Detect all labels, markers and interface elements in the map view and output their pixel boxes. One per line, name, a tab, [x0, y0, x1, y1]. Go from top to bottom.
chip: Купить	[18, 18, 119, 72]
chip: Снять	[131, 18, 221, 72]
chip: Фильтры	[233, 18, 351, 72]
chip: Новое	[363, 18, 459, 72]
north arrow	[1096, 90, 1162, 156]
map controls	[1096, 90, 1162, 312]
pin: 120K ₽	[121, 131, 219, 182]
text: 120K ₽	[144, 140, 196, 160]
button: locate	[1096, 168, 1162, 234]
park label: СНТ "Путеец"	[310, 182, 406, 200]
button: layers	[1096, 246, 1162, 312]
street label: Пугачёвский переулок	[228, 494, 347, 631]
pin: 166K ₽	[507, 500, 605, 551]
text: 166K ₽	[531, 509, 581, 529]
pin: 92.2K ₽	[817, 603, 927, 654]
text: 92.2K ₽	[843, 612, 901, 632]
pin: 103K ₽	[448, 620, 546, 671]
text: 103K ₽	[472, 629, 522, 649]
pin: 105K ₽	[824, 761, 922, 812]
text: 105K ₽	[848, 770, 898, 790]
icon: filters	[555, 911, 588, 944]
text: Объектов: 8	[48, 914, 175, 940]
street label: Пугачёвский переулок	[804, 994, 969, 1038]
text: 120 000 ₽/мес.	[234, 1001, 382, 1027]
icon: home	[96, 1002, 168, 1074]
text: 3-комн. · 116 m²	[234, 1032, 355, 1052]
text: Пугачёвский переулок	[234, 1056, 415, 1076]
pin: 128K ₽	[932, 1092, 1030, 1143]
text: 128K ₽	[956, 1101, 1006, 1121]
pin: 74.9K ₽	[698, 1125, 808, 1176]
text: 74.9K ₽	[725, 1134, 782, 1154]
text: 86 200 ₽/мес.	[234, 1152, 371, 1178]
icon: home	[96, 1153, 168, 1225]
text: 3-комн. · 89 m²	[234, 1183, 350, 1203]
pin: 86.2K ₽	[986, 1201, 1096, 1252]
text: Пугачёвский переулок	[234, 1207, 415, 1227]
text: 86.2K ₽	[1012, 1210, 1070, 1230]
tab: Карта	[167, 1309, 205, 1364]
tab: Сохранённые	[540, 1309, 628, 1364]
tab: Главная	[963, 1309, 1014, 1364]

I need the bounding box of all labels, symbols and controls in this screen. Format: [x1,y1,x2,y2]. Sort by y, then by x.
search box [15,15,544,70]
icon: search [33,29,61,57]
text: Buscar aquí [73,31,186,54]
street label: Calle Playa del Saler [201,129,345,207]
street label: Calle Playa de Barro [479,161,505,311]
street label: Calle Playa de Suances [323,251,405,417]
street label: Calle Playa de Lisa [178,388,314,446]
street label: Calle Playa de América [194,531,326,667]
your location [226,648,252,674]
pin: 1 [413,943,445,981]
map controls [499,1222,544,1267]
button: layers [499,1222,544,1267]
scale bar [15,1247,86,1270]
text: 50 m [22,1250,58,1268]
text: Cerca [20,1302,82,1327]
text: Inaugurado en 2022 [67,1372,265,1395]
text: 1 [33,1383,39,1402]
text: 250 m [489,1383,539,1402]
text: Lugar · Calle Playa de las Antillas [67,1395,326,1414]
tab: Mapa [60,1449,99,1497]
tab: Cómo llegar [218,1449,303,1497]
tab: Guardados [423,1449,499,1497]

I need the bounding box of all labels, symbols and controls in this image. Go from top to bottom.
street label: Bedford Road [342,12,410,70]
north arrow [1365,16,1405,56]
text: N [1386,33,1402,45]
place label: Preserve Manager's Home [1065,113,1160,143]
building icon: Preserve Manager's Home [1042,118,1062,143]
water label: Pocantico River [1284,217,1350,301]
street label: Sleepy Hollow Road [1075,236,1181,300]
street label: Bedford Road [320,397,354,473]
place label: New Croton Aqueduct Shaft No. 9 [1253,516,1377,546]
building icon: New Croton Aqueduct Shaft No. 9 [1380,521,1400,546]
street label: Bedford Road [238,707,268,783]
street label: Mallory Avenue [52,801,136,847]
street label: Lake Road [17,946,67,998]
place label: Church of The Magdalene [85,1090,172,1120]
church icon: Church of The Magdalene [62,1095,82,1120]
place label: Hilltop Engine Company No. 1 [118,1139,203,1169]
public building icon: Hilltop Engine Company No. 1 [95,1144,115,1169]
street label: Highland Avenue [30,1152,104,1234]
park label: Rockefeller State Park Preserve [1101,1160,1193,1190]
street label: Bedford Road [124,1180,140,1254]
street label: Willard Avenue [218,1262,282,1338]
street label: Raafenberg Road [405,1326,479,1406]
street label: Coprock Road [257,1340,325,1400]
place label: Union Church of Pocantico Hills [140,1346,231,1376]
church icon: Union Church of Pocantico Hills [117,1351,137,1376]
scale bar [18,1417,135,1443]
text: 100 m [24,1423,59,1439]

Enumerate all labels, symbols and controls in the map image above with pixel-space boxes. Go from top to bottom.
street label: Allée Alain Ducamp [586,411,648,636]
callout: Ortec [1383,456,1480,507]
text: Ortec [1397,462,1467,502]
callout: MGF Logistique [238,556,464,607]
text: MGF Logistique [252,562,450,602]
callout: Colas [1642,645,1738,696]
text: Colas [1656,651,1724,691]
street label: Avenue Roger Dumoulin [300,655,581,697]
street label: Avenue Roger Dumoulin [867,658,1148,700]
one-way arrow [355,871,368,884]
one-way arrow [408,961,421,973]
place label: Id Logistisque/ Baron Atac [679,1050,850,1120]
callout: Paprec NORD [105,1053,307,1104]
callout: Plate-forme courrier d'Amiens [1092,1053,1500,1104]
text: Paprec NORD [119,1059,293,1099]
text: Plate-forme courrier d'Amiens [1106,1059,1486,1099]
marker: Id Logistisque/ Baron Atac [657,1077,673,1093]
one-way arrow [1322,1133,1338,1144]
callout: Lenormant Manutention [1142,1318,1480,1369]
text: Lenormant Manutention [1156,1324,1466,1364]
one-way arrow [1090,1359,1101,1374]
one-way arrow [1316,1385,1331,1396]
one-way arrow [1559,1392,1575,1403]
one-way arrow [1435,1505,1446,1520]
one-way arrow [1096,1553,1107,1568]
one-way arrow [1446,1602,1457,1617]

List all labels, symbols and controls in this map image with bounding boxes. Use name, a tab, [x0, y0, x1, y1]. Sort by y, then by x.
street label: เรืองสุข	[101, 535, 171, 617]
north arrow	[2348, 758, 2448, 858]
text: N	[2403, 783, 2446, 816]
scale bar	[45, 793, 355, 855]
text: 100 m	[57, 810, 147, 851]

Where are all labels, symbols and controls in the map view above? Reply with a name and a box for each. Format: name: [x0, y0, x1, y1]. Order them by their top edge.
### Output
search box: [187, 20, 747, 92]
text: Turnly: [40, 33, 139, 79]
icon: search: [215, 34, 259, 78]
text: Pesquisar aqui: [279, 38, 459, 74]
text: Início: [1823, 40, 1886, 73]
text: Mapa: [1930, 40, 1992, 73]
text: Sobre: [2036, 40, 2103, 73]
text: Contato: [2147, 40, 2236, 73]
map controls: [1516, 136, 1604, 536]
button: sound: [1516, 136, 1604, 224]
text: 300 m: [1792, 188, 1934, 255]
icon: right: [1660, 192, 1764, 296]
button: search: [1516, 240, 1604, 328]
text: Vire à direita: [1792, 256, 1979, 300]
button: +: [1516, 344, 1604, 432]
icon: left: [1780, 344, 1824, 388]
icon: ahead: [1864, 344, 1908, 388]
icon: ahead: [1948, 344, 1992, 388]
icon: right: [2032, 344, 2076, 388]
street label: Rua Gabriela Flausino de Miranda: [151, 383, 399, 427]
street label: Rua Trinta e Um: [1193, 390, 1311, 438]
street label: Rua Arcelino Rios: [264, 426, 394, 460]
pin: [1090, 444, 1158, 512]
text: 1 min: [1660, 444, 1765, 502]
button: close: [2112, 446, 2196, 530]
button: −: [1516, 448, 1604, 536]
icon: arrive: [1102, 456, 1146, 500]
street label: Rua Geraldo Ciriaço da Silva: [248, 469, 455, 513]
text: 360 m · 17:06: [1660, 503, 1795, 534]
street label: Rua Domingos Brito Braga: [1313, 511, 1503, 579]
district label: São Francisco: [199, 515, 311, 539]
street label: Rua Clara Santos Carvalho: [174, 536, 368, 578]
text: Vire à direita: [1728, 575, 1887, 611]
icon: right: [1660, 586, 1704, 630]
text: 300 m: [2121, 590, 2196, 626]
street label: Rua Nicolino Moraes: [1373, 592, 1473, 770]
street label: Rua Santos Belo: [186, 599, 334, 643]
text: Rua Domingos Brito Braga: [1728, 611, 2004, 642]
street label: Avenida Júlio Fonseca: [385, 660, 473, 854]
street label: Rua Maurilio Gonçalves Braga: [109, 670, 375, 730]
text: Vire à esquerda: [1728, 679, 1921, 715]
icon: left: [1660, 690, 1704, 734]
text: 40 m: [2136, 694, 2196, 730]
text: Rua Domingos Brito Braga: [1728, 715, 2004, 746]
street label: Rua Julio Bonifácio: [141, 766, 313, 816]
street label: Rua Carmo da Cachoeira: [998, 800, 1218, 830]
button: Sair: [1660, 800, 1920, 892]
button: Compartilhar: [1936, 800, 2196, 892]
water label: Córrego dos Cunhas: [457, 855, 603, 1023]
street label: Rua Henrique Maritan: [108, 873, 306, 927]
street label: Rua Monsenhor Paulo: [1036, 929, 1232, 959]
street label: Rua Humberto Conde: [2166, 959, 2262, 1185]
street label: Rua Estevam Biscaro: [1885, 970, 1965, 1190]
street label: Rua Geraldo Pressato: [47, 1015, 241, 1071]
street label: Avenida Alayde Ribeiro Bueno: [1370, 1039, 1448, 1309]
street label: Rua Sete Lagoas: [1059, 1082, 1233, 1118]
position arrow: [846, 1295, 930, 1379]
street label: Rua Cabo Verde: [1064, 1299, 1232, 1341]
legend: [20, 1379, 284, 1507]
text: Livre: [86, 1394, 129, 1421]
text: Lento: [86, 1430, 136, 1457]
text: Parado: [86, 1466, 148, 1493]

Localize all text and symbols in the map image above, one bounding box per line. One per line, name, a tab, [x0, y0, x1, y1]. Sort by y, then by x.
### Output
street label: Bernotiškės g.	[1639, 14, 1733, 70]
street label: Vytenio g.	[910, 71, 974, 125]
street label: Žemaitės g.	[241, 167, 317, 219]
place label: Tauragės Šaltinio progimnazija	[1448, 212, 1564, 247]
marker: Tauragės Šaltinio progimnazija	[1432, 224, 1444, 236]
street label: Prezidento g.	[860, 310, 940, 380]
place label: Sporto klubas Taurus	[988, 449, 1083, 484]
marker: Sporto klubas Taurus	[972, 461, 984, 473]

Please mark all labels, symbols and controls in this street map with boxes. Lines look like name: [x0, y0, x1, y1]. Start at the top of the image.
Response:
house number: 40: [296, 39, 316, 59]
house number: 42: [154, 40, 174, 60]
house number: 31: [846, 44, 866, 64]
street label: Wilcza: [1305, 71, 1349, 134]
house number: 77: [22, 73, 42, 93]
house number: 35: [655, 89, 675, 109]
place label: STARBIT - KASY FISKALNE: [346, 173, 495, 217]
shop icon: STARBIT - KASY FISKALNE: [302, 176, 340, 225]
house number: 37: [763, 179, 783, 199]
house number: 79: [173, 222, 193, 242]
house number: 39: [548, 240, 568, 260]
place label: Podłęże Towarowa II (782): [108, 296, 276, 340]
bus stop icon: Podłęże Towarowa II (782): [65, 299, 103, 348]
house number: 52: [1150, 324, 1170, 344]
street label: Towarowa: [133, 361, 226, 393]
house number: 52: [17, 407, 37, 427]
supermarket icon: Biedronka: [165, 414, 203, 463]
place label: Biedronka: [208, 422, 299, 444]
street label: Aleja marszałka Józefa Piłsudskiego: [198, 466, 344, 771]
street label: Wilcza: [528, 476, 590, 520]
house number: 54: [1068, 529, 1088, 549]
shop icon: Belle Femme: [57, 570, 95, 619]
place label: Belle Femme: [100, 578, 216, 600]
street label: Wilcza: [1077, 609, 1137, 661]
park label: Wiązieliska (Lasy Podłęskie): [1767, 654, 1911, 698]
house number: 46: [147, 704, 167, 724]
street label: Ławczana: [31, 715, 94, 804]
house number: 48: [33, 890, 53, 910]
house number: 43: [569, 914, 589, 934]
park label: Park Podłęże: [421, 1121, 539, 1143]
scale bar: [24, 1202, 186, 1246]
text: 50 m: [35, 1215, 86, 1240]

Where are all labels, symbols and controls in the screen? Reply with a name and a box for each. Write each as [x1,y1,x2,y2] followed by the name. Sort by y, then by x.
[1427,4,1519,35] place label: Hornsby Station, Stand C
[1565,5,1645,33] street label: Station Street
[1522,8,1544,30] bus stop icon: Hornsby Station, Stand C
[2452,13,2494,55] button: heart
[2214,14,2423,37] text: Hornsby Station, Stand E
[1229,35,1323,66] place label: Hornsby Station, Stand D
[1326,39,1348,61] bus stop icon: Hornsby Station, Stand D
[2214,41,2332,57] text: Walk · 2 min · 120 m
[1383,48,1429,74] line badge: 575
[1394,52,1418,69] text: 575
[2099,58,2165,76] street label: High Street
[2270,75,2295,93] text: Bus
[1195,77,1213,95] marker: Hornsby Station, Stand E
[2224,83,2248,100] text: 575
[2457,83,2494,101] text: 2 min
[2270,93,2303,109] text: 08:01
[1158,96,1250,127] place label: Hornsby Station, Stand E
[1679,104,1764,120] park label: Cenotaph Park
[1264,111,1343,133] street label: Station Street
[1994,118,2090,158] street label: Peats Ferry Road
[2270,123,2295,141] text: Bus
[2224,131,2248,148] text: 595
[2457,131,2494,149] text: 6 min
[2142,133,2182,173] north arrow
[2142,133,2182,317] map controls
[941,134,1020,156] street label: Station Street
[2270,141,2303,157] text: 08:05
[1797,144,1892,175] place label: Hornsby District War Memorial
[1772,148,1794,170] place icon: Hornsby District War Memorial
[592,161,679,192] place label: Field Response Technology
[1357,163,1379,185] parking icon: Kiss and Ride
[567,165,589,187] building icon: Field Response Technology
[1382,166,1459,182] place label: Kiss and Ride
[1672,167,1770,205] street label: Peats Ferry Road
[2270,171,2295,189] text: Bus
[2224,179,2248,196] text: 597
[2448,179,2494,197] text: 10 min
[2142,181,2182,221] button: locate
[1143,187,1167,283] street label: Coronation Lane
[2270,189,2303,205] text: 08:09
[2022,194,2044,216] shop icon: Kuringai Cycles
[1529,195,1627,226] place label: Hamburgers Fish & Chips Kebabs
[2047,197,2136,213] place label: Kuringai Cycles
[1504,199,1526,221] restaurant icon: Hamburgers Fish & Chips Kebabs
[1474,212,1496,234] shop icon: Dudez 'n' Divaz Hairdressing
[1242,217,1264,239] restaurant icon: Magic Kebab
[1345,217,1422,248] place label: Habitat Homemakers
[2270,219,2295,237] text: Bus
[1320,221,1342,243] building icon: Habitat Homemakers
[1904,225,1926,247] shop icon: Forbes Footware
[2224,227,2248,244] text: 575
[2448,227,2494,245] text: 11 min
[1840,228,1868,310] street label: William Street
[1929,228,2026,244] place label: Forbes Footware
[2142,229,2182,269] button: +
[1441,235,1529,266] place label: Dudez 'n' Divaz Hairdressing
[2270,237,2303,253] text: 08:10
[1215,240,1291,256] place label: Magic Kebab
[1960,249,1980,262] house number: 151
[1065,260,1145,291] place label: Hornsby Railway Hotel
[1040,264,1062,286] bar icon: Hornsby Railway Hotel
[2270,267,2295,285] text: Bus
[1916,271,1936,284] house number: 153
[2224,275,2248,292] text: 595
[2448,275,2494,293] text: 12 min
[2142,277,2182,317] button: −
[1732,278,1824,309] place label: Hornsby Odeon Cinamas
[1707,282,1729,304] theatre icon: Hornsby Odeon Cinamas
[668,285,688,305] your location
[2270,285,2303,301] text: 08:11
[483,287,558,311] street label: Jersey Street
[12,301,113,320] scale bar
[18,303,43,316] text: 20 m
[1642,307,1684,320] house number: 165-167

To do: Every line in the data above that includes the word "each" should be copied.

Exercise result:
Where are all labels, symbols and controls in the map view above? Reply with a name and a box for each. Format: name: [x0, y0, x1, y1]. Order them by their top edge.
Where are all labels, symbols and controls in the screen? Reply with a name and a box for each. Write each as [x1,y1,x2,y2] followed by the name. Sort by y, then by x.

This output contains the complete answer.